Le tragique de l’Histoire
Parole d’ancien soldat, Louis-Ferdinand Céline a résumé les choses: « on est puceau de l’horreur comme on l’est de la volupté.» La guerre n’est pas encore entrée chez nous, mais elle frappe à la porte et chacun retient son souffle. Presque trois générations de Français n’ont jamais connu que la paix. Depuis quand notre nation n’a-t-elle pas senti le vent du boulet frôler ses oreilles ? D’une certaine façon, très singulière il est vrai, depuis 1962.

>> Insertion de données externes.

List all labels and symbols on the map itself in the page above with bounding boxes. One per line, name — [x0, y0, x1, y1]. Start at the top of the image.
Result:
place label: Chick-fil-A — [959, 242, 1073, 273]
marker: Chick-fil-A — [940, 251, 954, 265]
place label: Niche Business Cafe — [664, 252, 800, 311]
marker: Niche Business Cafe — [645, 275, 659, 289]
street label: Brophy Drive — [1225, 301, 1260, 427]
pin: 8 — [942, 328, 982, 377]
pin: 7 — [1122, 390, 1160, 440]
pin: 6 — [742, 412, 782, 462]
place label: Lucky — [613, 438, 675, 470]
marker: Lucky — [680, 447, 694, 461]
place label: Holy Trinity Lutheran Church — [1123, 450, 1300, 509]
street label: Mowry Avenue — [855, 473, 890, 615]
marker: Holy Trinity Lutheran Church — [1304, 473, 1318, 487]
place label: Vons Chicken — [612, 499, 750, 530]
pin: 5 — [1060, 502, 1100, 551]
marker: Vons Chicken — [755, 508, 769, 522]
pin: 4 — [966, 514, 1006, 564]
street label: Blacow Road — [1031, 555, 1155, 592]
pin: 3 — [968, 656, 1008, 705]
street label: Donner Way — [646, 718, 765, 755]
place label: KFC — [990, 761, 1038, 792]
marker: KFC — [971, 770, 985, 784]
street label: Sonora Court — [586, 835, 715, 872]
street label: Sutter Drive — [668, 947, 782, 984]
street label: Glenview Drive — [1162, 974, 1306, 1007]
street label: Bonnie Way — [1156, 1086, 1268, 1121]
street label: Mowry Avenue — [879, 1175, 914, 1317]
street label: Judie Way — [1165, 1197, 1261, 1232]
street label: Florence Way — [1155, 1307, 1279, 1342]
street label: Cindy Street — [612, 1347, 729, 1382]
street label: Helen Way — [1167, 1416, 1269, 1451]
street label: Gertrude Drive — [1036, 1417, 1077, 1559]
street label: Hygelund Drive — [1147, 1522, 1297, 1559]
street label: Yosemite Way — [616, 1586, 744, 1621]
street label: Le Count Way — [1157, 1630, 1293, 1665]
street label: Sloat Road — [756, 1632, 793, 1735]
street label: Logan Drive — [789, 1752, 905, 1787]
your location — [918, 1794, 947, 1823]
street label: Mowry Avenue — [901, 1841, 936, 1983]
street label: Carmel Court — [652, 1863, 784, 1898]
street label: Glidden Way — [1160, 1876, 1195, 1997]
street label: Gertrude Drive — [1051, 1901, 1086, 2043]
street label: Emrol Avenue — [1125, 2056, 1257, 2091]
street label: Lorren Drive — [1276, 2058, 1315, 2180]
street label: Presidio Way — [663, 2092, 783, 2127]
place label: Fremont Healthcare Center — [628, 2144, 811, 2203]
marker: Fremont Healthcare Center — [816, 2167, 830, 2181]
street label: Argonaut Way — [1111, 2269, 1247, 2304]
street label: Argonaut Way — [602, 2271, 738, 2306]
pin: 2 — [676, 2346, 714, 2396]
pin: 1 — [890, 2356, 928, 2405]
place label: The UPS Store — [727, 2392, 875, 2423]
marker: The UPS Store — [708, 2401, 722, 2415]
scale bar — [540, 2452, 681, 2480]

Le 19 mars prochain, nous célébrerons le soixantième anniversaire de la signature des accords d’Evian. Tramor Quemeneur, enseignant aux Universités de Paris VIII et Cergy, publie un magnifique album en compagnie de Philippe Labro : « La guerre d’Algérie en direct » (Historia-Le Cerf 504 p. 39 €).
Pour Regards Protestants, cet historien relate quelques données de cet ancien conflit, comme on partage des sources de réflexion.
Première observation : le manque de lucidité demeure une constante des gens face au tragique de l’Histoire.
« Du fait de la répression qui s’est abattue sur les manifestants de Sétif, le 8 mai 1945, on peut dire que la France avait elle-même favorisé les conditions d’une guerre, estime Tramor Quemeneur. Un nombre important d’algériens avaient contribué à la Libération de notre pays pouvaient nourrir le sentiment de mériter un juste retour des choses. Quand ils ont vu de quelle manière ils étaient traités, la rupture a été irrémédiable. Mais les populations d’origine européenne et les gouvernements de la quatrième République ont refusé d’en admettre l’évidence. »
A cela s’ajoute la division des familles politiques.
« Autant le combat contre les nazis, extrêmement violent, permettait d’identifier l’ennemi, autant la guerre d’Algérie révélait mille et une fractures au sein de notre société politique, observe Tramor Quemeneur. C’est un gouvernement de gauche, porteur, à l’origine, d’idéaux émancipateurs, qui avait fait entrer la France dans le conflit, tandis qu’une partie de la droite accusait de Gaulle de brader l’Empire et lui vouait une haine inexpugnable. Tout était donc imbriqué de façon très complexe. »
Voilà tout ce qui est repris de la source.